Au bois, an oil on canvas dated 1969, is quintessential of his works from the late 1960s and showcases all their typical characteristics. Riopelle puts on display the full range of his gestures across the entire surface of the canvas, using an earthy colour palette. Various shades of brown, ochre, white, black and emerald green are contrasted with touches of deep blue and bright red.

The composition is divided into large expanses of colour, with an abundance of luminous whites and greys. In these zones of colour, Riopelle finds freedom to explore the rich chromatic variations of the paints mixing unpredictably under his palette knife. Energetic and elongated black calligraphic lines add movement and drama to the composition. He drags and scrapes the palette knife through thick layers of paint, creating his signature peaks, valleys and swirls of matter. The result is a richly textured and expressive topography.

When asked if his paintings were “abstract landscapes,” Riopelle replied that they were “mental landscapes” instead.[2] Riopelle reimagined and reinterpreted nature in his works rather than directly depicting it, and Au bois is an invitation to be in communion with an expressive and painterly abstract embodiment of nature.
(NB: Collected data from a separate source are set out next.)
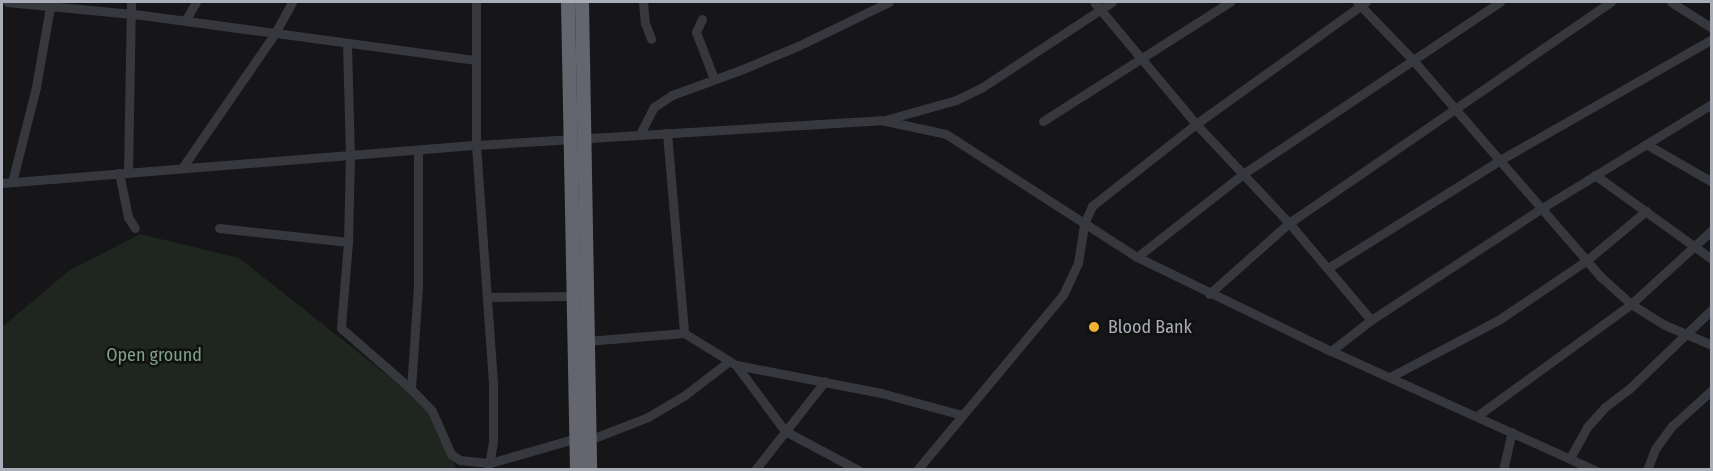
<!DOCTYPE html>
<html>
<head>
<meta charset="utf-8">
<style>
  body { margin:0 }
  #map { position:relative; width:1713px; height:471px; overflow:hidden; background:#161618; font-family:"Fira Sans Condensed",sans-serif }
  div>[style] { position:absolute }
  .green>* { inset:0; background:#1e261f }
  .minor>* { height:9px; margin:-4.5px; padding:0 4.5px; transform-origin:4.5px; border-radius:4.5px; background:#37383d }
  .highway>* { height:14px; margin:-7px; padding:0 7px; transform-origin:7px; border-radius:7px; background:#63666e }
  .dots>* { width:16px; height:16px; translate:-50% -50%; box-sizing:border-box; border:3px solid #111113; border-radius:50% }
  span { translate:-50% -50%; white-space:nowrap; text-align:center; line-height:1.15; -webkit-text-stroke:5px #111113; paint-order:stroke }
  .poi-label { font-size:18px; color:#a8adb8 }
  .left { translate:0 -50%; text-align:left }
  .park-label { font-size:18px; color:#7fa381 }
  .frame { position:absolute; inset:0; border:3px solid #a8adb8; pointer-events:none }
</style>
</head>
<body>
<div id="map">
  <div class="green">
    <div style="clip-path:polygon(140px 234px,239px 258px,440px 417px,456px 469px,2px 469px,2px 327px,70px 270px)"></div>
  </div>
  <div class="minor">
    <div style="left:7px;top:2px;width:136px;rotate:5.5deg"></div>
    <div style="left:142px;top:15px;width:337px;rotate:7.7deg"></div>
    <div style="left:476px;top:2px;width:143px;rotate:90deg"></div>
    <div style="left:476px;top:145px;width:241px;rotate:85.9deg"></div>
    <div style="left:493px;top:385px;width:57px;rotate:90deg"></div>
    <div style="left:493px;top:442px;width:28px;rotate:100deg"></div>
    <div style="left:643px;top:2px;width:21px;rotate:85deg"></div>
    <div style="left:645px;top:23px;width:17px;rotate:69deg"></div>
    <div style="left:1094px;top:2px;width:159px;rotate:50.1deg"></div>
    <div style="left:1196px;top:124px;width:136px;rotate:46.8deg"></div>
    <div style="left:1289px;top:223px;width:127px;rotate:49.8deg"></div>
    <div style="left:1357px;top:2px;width:79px;rotate:46deg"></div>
    <div style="left:1412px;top:59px;width:289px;rotate:49.1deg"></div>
    <div style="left:1601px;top:277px;width:40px;rotate:42deg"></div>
    <div style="left:1631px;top:304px;width:40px;rotate:32deg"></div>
    <div style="left:1665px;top:325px;width:51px;rotate:23.1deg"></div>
    <div style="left:1671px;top:2px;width:49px;rotate:32.4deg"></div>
    <div style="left:702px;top:19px;width:14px;rotate:115deg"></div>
    <div style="left:696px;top:32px;width:50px;rotate:69deg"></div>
    <div style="left:185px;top:21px;width:22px;rotate:-60deg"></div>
    <div style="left:347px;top:43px;width:112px;rotate:88.5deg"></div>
    <div style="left:350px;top:155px;width:87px;rotate:91.3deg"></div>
    <div style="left:348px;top:242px;width:86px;rotate:94.7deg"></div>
    <div style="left:341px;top:328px;width:93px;rotate:41.1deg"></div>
    <div style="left:411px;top:389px;width:30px;rotate:46deg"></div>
    <div style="left:432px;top:411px;width:47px;rotate:66.2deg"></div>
    <div style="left:451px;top:454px;width:11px;rotate:34deg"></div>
    <div style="left:460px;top:460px;width:30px;rotate:6deg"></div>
    <div style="left:490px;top:463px;width:91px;rotate:-16deg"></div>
    <div style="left:885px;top:120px;width:74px;rotate:-15.7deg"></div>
    <div style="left:956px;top:100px;width:28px;rotate:-26deg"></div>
    <div style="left:981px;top:88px;width:157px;rotate:-33.3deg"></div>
    <div style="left:1043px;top:121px;width:222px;rotate:-32.5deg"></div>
    <div style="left:667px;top:133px;width:201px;rotate:85.1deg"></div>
    <div style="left:684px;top:333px;width:61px;rotate:31.6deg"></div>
    <div style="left:736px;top:365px;width:148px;rotate:10.9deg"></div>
    <div style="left:881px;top:393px;width:84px;rotate:15.2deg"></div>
    <div style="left:640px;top:134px;width:30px;rotate:-63deg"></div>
    <div style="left:654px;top:107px;width:22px;rotate:-34deg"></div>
    <div style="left:672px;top:95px;width:70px;rotate:-20deg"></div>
    <div style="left:738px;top:71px;width:65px;rotate:-22.6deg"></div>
    <div style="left:798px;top:46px;width:101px;rotate:-25.8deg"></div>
    <div style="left:1646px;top:144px;width:76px;rotate:29.9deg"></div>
    <div style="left:182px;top:168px;width:164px;rotate:-55.4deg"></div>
    <div style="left:275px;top:33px;width:35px;rotate:-61deg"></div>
    <div style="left:119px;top:173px;width:45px;rotate:78.4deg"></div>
    <div style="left:128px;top:217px;width:13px;rotate:58deg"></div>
    <div style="left:128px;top:173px;width:171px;rotate:-89deg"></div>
    <div style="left:1595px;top:175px;width:144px;rotate:35.7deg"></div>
    <div style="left:12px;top:182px;width:98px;rotate:-75.8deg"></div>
    <div style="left:36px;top:87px;width:81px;rotate:-80.1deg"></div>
    <div style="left:2px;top:183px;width:476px;rotate:-4.6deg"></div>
    <div style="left:476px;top:145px;width:406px;rotate:-3.5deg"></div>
    <div style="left:881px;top:120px;width:66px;rotate:12.2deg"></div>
    <div style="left:946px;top:134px;width:227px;rotate:32.8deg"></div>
    <div style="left:1137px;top:257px;width:216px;rotate:25.9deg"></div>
    <div style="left:1331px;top:351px;width:290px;rotate:24.3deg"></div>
    <div style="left:219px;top:228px;width:130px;rotate:6.2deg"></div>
    <div style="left:1137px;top:257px;width:135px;rotate:-38.1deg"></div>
    <div style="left:1243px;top:174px;width:309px;rotate:-33.8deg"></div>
    <div style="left:1328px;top:268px;width:203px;rotate:-32.1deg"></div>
    <div style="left:1500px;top:160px;width:244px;rotate:-29.7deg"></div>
    <div style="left:1209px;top:294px;width:107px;rotate:-41.6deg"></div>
    <div style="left:1289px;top:223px;width:391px;rotate:-34.5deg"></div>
    <div style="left:487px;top:297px;width:88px;rotate:-0.7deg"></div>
    <div style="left:587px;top:341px;width:97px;rotate:-4.7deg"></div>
    <div style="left:1331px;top:351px;width:51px;rotate:-37.8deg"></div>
    <div style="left:1371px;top:320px;width:204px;rotate:-33.2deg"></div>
    <div style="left:1542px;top:208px;width:199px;rotate:-31.5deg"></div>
    <div style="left:736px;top:365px;width:82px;rotate:53.4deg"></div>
    <div style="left:785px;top:431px;width:83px;rotate:28.1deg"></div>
    <div style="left:1390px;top:377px;width:124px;rotate:-27.8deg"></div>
    <div style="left:1500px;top:319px;width:105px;rotate:-34.1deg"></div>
    <div style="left:1587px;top:260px;width:77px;rotate:-39.7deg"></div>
    <div style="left:411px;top:389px;width:103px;rotate:-86.1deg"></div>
    <div style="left:418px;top:286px;width:136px;rotate:-90deg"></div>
    <div style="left:1477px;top:416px;width:190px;rotate:-36deg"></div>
    <div style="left:1631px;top:304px;width:110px;rotate:-42.4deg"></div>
    <div style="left:589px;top:440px;width:63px;rotate:-21.3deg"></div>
    <div style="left:648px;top:417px;width:43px;rotate:-30.7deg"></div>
    <div style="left:685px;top:395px;width:54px;rotate:-37.5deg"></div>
    <div style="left:1570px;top:458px;width:35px;rotate:-61deg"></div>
    <div style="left:1587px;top:427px;width:27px;rotate:-48deg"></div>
    <div style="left:1605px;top:407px;width:30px;rotate:-37deg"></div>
    <div style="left:1629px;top:389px;width:115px;rotate:-43.9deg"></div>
    <div style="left:755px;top:470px;width:113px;rotate:-51.8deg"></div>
    <div style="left:917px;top:470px;width:228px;rotate:-50.2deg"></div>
    <div style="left:1063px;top:295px;width:35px;rotate:-65deg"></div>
    <div style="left:1078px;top:263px;width:39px;rotate:-81deg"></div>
    <div style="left:1084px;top:224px;width:20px;rotate:-66deg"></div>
    <div style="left:1092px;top:206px;width:132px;rotate:-38.3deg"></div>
    <div style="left:1196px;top:124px;width:209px;rotate:-35.7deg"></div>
    <div style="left:1503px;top:470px;width:39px;rotate:-77deg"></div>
    <div style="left:1647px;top:470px;width:22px;rotate:-69deg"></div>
    <div style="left:1655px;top:449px;width:29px;rotate:-54deg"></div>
    <div style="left:1672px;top:426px;width:54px;rotate:-42deg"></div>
  </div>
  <div class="highway">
    <div style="left:568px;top:2px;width:468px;rotate:88.9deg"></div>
    <div style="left:582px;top:2px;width:468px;rotate:89deg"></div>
  </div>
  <div class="dots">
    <div style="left:1094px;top:327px;background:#f2b134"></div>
  </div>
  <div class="poi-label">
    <span class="left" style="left:1108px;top:327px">Blood Bank</span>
  </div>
  <div class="park-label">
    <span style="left:154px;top:355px">Open ground</span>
  </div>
  <div class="frame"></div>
</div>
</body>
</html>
1. Translation from François-Marc Gagnon, Jean Paul Riopelle: Life & Work (Toronto: Art Canada Institute, 2019). Original source: André Breton, Elisa Breton, and Benjamin Péret, “Aparté entre Elisa, André Breton et Benjamin Péret,” manuscript and typescript, February 1949, Paris.

2. Quoted in Guy Robert, Riopelle, chasseur d’images (Montreal: Éditions France-Amérique, 1981), 181.